* [Task requirements] Exactly the lines from the beginning of the records below through the line with "0 #817777) drop-shadow(-2px" must be given again, without pictures.

Dataset entries
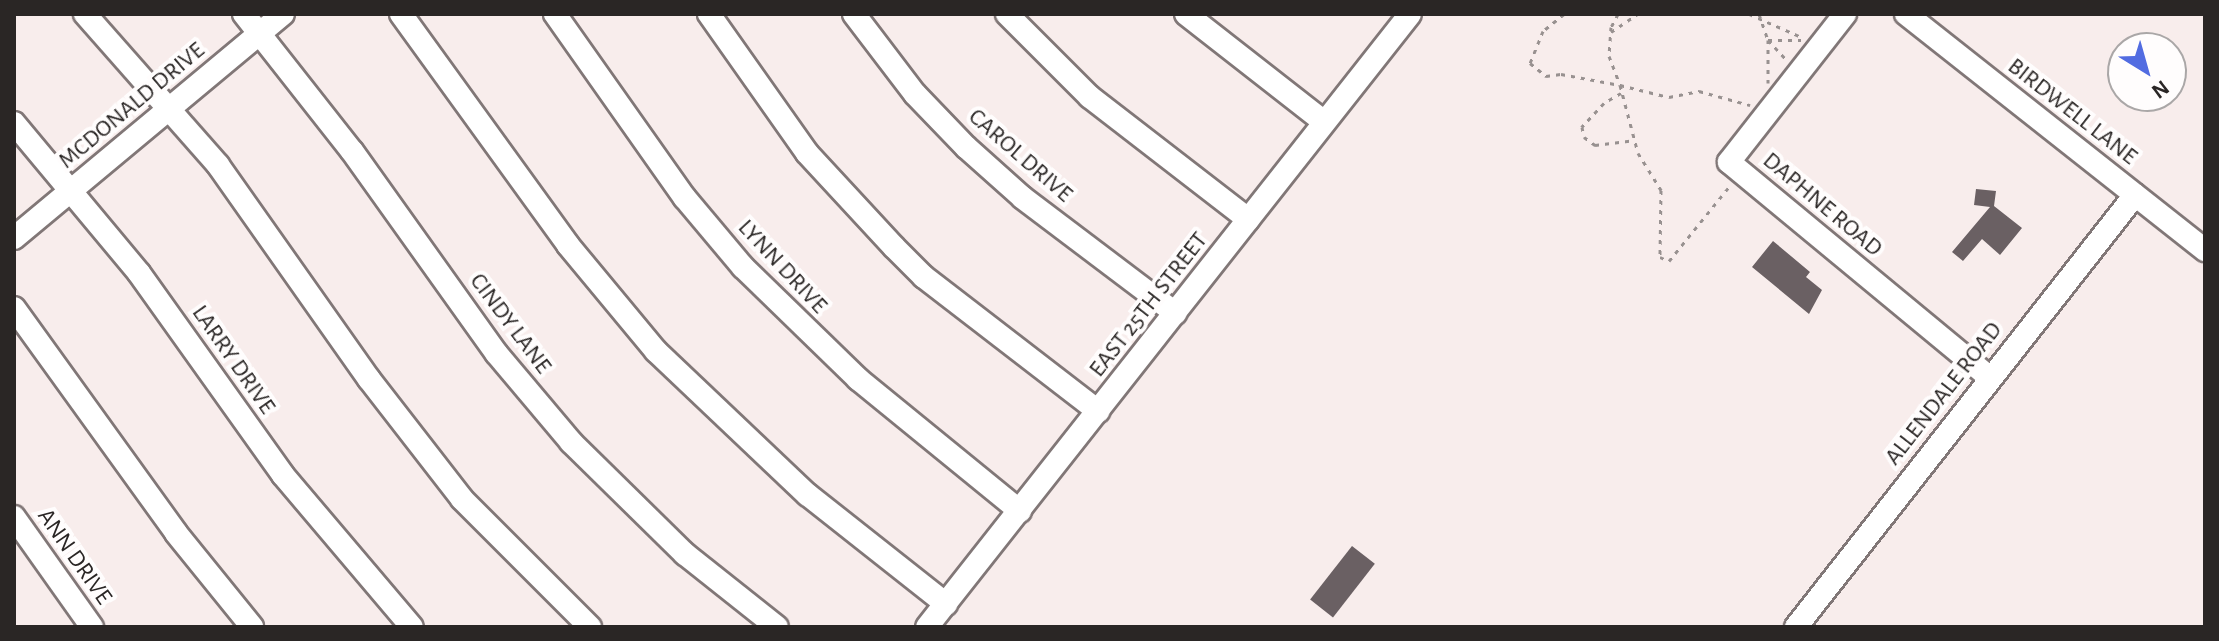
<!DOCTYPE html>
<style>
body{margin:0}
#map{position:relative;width:2219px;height:641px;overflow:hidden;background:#f8edec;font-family:"Alegreya Sans",sans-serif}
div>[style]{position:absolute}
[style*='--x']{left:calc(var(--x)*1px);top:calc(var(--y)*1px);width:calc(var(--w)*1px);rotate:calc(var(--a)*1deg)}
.building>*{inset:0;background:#6a6063;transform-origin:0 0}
.path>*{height:3px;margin-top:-1.5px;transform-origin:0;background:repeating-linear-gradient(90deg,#989190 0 4px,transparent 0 10px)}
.roads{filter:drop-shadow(2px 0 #817777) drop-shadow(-2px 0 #817777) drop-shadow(0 2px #817777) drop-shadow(0 -2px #817777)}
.minor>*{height:22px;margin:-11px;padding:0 11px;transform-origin:11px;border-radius:11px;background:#fff}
span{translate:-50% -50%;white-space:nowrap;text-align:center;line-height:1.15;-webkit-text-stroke:8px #fffdfd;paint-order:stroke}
.street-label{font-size:24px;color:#2a2625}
.frame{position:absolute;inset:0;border:16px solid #2a2625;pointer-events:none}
.north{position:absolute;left:2107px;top:32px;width:80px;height:80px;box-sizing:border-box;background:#fffdfd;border:2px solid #aaa7a7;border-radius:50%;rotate:143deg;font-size:22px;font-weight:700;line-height:32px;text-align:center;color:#2a2625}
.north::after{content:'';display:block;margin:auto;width:28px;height:36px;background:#526ce1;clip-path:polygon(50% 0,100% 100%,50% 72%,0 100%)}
</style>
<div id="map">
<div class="building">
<i style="clip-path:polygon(1976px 189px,1996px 191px,1994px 206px,2022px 228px,2000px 255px,1982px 239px,1963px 261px,1952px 252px,1990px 207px,1974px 205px)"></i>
<i style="clip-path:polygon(1773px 241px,1810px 272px,1806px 277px,1822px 290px,1809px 314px,1752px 267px)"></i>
<i style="left:1352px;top:546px;width:29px;height:68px;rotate:38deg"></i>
</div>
<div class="path">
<i style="--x:1564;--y:14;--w:27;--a:141"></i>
<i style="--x:1543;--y:31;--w:35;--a:112"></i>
<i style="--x:1530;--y:63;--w:21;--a:39"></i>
<i style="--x:1546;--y:76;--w:15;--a:-8"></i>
<i style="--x:1561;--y:74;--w:60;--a:10.6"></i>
<i style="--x:1620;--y:85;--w:70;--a:75.2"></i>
<i style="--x:1638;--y:153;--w:44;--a:58.1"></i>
<i style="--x:1661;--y:190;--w:67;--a:90.9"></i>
<i style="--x:1660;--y:257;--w:10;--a:24"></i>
<i style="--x:1669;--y:261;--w:95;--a:-51"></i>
<i style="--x:1618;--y:14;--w:15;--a:118"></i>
<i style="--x:1611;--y:27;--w:29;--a:94"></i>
<i style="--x:1609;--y:56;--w:31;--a:69"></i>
<i style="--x:1620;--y:85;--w:50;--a:13.8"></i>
<i style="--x:1669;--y:97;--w:31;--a:-11"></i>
<i style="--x:1699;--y:91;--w:53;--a:15.4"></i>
<i style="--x:1749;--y:14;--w:55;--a:23.7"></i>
<i style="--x:1759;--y:14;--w:28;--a:71"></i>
<i style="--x:1768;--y:40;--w:33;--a:0"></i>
<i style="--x:1611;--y:32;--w:32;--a:-34"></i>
<i style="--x:1768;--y:83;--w:43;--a:-90"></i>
<i style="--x:1768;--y:40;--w:26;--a:47"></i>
<i style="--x:1621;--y:93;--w:20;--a:150"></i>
<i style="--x:1604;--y:103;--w:33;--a:133"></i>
<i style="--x:1582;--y:127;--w:10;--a:79"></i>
<i style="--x:1584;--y:137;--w:14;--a:36"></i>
<i style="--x:1595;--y:145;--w:39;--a:-7"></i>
</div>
<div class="roads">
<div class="minor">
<i style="--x:85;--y:14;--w:201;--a:48.6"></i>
<i style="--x:218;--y:165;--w:262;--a:54.8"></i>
<i style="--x:369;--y:379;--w:152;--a:52.2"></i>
<i style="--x:462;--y:499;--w:181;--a:45"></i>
<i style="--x:244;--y:14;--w:174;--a:51.8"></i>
<i style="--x:352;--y:151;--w:249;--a:54.5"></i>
<i style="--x:497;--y:354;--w:115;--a:49.9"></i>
<i style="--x:571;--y:442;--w:160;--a:44.5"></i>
<i style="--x:685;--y:554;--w:117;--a:38.4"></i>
<i style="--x:401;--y:14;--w:285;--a:54.1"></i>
<i style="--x:568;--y:245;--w:138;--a:50.3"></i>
<i style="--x:656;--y:351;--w:209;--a:43.5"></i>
<i style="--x:808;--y:495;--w:176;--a:38.3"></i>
<i style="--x:555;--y:14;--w:225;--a:54.8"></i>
<i style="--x:685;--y:198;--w:90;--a:50"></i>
<i style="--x:743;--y:267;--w:161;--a:44.2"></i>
<i style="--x:858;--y:379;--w:209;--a:39.2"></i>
<i style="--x:709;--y:14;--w:170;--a:54.8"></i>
<i style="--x:807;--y:153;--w:128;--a:47.2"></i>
<i style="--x:894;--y:247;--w:42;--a:45"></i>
<i style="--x:924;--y:277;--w:220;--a:37.6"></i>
<i style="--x:854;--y:14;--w:101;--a:52.7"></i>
<i style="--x:915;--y:94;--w:74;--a:46.1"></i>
<i style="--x:966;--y:147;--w:76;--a:41.8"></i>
<i style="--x:1023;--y:198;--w:191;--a:37.1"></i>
<i style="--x:1007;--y:14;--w:117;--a:45"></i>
<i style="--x:1090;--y:97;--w:200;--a:37.7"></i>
<i style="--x:1186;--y:14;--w:175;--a:38"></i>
<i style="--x:1845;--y:14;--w:188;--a:128.1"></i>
<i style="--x:1729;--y:162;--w:339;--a:39.6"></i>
<i style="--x:1906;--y:14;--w:381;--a:38.3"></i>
<i style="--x:14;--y:123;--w:195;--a:50.2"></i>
<i style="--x:139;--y:273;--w:248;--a:54.5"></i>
<i style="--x:283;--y:475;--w:199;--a:49.7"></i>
<i style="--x:14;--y:238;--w:350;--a:-39.8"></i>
<i style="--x:14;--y:308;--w:277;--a:54.2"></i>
<i style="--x:176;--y:533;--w:121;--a:51"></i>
<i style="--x:14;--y:517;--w:135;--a:54.7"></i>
<i style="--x:927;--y:627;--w:780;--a:-51.76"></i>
<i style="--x:1796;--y:627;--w:549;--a:-51.88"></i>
</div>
</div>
<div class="street-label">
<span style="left:132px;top:106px;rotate:-40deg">MCDONALD DRIVE</span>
<span style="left:2072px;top:112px;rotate:38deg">BIRDWELL LANE</span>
<span style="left:1020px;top:156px;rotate:41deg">CAROL DRIVE</span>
<span style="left:1822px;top:205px;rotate:40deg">DAPHNE ROAD</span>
<span style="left:782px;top:267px;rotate:47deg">LYNN DRIVE</span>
<span style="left:1149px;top:305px;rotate:-52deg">EAST 25TH STREET</span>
<span style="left:510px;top:324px;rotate:53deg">CINDY LANE</span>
<span style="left:233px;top:360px;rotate:55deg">LARRY DRIVE</span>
<span style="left:1944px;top:394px;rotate:-52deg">ALLENDALE ROAD</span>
<span style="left:74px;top:557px;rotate:55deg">ANN DRIVE</span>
</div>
<div class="frame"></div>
<div class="north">N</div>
</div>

* [Expected output]
<!DOCTYPE html>
<style>
body{margin:0}
#map{position:relative;width:2219px;height:641px;overflow:hidden;background:#f8edec;font-family:"Alegreya Sans",sans-serif}
div>[style]{position:absolute}
[style*='--x']{left:calc(var(--x)*1px);top:calc(var(--y)*1px);width:calc(var(--w)*1px);rotate:calc(var(--a)*1deg)}
.building>*{inset:0;background:#6a6063;transform-origin:0 0}
.path>*{height:3px;margin-top:-1.5px;transform-origin:0;background:repeating-linear-gradient(90deg,#989190 0 4px,transparent 0 10px)}
.roads{filter:drop-shadow(2px 0 #817777) drop-shadow(-2px 0 #817777) drop-shadow(0 2px #817777) drop-shadow(0 -2px #817777)}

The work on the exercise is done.